STM32NUCLEO F767 Hardfault Handler on new project generated in Cube IDE

raffin · ‎2020-05-19

After udating the Cube MX, I started a new project for the STM32NUCLEO F767ZI.

On the default settings I added, through the CUBE MX, the FREERTOS and the LWIP.

Then I set TIM2 as timebase source. Finally I generated the code.

Surprisingly, when I start debugging I get always an Hard Fault.

The hard fault happens randomly during the peripheric init and in one case it does not happened. I am further investigating but some idea would be appreciated.

turboscrew · ‎2020-05-19

Well, if it's about the core, read ARM documentation. If it's about SoC peripherals outside the core, read STM documentation.

In this case, start with ARM (ARMv7-M ARM, https://static.docs.arm.com/ddi0403/eb/DDI0403E_B_armv7m_arm.pdf)

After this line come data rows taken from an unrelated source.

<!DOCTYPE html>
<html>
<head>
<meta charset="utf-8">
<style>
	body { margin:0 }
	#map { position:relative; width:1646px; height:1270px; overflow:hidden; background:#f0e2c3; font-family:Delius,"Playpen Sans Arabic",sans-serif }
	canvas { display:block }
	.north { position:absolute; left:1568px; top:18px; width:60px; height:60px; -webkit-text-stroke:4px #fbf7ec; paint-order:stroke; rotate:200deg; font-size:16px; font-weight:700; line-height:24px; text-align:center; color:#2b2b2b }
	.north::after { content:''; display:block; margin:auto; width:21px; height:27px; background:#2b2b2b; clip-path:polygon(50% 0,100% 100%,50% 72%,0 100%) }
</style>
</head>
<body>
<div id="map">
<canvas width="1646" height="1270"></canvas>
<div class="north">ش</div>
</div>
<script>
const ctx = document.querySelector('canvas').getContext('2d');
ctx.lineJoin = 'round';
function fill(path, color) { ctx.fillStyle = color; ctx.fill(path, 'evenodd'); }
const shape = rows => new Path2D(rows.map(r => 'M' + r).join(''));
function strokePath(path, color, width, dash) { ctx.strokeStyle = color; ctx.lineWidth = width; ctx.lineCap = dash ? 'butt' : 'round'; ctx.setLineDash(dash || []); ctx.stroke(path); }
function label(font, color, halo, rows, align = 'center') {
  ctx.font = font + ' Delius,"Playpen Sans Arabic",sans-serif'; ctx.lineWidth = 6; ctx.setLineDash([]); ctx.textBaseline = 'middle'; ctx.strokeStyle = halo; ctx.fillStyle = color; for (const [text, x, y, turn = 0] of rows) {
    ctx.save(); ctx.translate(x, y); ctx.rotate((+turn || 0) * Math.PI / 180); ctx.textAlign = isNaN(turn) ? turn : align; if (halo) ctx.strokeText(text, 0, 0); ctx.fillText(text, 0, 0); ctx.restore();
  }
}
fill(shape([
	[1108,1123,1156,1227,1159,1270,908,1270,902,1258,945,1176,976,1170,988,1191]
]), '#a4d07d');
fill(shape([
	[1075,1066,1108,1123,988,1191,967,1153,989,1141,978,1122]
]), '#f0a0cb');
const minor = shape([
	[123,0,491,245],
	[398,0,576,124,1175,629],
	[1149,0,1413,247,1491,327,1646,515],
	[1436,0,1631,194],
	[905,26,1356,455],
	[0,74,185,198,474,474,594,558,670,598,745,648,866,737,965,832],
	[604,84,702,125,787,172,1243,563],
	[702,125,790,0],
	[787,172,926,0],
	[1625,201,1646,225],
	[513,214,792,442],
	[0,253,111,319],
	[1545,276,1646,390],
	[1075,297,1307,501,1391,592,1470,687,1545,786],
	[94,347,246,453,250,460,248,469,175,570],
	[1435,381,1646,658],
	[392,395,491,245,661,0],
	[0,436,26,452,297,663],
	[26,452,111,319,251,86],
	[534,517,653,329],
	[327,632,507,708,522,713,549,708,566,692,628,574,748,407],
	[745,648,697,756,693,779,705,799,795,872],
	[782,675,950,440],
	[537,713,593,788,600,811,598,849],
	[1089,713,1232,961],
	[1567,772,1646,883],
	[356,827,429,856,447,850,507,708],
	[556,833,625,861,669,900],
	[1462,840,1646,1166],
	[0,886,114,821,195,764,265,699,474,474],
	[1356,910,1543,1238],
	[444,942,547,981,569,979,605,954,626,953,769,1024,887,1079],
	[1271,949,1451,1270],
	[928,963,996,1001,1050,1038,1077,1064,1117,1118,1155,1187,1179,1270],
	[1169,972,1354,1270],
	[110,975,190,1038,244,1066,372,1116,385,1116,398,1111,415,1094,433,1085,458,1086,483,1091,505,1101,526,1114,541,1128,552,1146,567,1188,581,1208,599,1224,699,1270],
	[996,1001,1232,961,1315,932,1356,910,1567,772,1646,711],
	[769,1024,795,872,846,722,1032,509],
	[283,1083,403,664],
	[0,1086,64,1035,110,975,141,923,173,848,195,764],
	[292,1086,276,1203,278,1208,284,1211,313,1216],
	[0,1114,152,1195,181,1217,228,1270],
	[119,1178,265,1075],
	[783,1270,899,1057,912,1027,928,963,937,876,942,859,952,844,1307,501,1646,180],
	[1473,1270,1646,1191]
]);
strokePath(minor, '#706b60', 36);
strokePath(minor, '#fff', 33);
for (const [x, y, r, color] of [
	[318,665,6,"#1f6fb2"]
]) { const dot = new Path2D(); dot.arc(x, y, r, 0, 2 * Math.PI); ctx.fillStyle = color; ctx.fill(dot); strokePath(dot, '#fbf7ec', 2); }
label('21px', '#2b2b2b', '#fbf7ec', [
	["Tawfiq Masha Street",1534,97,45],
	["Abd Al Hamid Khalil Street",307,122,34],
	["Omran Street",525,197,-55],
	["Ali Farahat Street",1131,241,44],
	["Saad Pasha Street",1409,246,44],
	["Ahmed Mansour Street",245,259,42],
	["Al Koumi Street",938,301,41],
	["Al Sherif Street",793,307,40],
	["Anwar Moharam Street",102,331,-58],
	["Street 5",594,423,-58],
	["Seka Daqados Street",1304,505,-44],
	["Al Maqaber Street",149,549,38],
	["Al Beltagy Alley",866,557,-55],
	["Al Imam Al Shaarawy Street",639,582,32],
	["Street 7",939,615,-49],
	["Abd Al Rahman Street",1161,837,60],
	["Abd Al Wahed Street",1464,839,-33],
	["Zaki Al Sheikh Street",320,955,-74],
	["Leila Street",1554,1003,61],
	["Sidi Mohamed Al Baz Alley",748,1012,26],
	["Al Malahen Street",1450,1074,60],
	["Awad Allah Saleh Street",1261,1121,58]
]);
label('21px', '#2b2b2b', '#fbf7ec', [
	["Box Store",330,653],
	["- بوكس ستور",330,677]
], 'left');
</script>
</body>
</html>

If other faults are not enabled, the faults are escalated to hard fault. To prevent that, enable other faults in SHCSR - at least usage faults, bus faults and memory faults.

Then you have three more exception vectors, but you can direct them all to the same handler that:

first checks what kind of fault it is (CFSR)
check LR for the exception return code and see which stack contains the stack frame, (ARMv7-M ARM, B1.5.8 Exception return behavior)
see the stack pointer (MSP or PSP).
Check if the fault is "precise". If so, the BFAR shows the address access to which caused the fault.
Find the exception frame from the SP upwards, and the exception return address there (ARMv7-M ARM, B1.5.6 Exception entry behavior, PushStack() pseudo code)
The faulting instruction is in either at the return address or is the previous instruction (depending...)

You could read those registers and have a breakpoint after the reads. Then you can check the values with a debugger.

raffin · ‎2020-05-20

Thank you turboscrew,

looking at the CFSR I found that the bit 0 on the UFSR (Usage Fault Status Register) is set which means "The processor has attempted to execute an undefined instruction". In one case I found the bit 1 set: Instruction executed with invalid EPSR.T or EPSR.IT.

The fault is not precise. It happens on the init functions (e.g. HAL_UART_MspInit, HAL_PCD_MspInit, HAL_GPIO_Init,...) and in some case it does not happen.

PC and LR registers points to valid address related to these init funtions.

It is related to the FreeRTOS since it happens when I enable this. I wonder if this could be related to a problem on the MPU on this specific nucleo board since I can't believe that a so simple and common recipe does not work:

0) Take the NUCLEO F767 Board.

1) Load the basic configuration for the Nucleo F767ZI on Cube MX

2) Add FreeRTOS (CMSIS_V1 or CMSIS_V2 is the same)

3) Set TIM2 (or TIM1 is the same) as sysclock.

4) Generate, Build; and Run

I expect this must work. Am I giving to much confidence to the CubeMX tool?

turboscrew · ‎2020-05-20

I don't reallu know hoe reliable the tools are, but usage fault is quite often caused by wrong address in branches or returns. The Cortex-M cores have the common thumb instruction set that is also used in bigger ARMs. The bigger devices often have several instruction sets: ARM, Thumb, Jazelle, ... ARM and Thumb instruction sets can be in use simultaneously. The least significant bit in the address tells whether the target is ARM code (bit = 0) or Thumb (bit = 1). Even if the Cortex-M cores do not support ARM instruction set, some "oddities" are still present.

If the last bit of a target address is zero, that would usually mean that the next instruction is ARM instruction, But since Cortex-M does not support ARM instructions, it throws usage fault.

Check that the code is really compiled totally for Thumb instruction set.

raffin · ‎2020-05-21

Thank you again Turboscrew,

all the code has been compiled with Thumb instruction set.

I suppose that the problem is related to the clock stability at the very beginning, during the periph. init.

I halfed the Sysclock from 96MHz to 48 and the hardware fault disappeared. Nevertheless I still have some trouble in the SystemClock_Config() function where HAL_RCC_ClockConfig(..) hangs in an infinite loop. A delay (while (cnt)cnt--) before the SystemClock_Config call has fixed this.